Ancient Egyptian creation myths are the ancient Egyptian accounts of the creation of the world. The Pyramid Texts, tomb wall decorations and writings, dating back to the Old Kingdom (2780–2250 BC) have given us most of the information regarding early Egyptian creation myths.  These myths also form the earliest religious compilations in the world.  The ancient Egyptians had many creator gods and associated legends. Thus, the world or more specifically Egypt was created in diverse ways according to different parts of the country.  Some versions of the myth indicate spitting, others masturbation, as the act of creation. The union between the first divine couple brought forth another brother-sister pair, Geb and Nut, who in turn created Osiris, Isis, Seth and Nephthys.
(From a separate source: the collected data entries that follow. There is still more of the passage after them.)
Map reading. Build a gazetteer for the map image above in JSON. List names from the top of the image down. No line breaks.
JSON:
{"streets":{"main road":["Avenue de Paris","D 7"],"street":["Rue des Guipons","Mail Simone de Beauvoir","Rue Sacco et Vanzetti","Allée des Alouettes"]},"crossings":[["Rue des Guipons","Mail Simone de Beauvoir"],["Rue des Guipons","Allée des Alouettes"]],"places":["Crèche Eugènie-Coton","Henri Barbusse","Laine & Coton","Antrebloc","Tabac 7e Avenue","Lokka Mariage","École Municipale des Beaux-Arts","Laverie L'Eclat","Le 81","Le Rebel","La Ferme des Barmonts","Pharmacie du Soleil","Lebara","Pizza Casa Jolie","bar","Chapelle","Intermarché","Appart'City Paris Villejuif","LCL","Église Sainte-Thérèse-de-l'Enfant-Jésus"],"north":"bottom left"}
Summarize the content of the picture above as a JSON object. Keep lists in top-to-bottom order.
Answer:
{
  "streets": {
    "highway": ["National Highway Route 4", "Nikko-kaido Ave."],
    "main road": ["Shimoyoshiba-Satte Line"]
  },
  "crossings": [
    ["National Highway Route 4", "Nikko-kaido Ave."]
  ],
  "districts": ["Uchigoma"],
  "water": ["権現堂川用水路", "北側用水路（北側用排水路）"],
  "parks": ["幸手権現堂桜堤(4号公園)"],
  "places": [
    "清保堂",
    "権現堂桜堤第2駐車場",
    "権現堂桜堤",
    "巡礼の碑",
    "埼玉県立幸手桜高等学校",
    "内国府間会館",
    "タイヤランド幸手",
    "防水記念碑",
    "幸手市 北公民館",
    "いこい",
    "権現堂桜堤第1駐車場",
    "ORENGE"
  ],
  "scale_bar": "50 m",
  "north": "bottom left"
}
An extension to this basic framework was the Osiris myth involving god, his consort Isis, and their son Horus. The murder of Osiris by Seth, and the resulting struggle for power, won by Horus, provided a powerful narrative linking the ancient Egyptian ideology of kingship with the creation of the cosmos.

In all of these myths, the world was said to have emerged from an infinite, lifeless sea when the sun rose for the first time, in a distant period known as zp tpj (sometimes transcribed as Zep Tepi), "the first occasion".  Different myths attributed the creation to different gods: the set of eight primordial deities called the Ogdoad, the self-engendered god Atum and his offspring, the contemplative deity Ptah, and the mysterious, transcendent god Amun. While these differing cosmogonies competed to some extent, in other ways they were complementary, as different aspects of the Egyptian understanding of creation.  SOURCE:  Wikipedia

According to modern historians, the earliest dynasty of Egypt began with the reigns of the proto-dynastic pharaoh Narmer or perhaps his predecessor King Scorpion who united the two lands of Upper and Lower Egypt around 3,100 BCE. The ancient Egyptians, however, saw their origins in the mythic Tep Zepi—the “first time”—believed to be the golden age when the gods lived upon the earth. Was the Tep Zepi a distant memory of their prehistoric ancestry?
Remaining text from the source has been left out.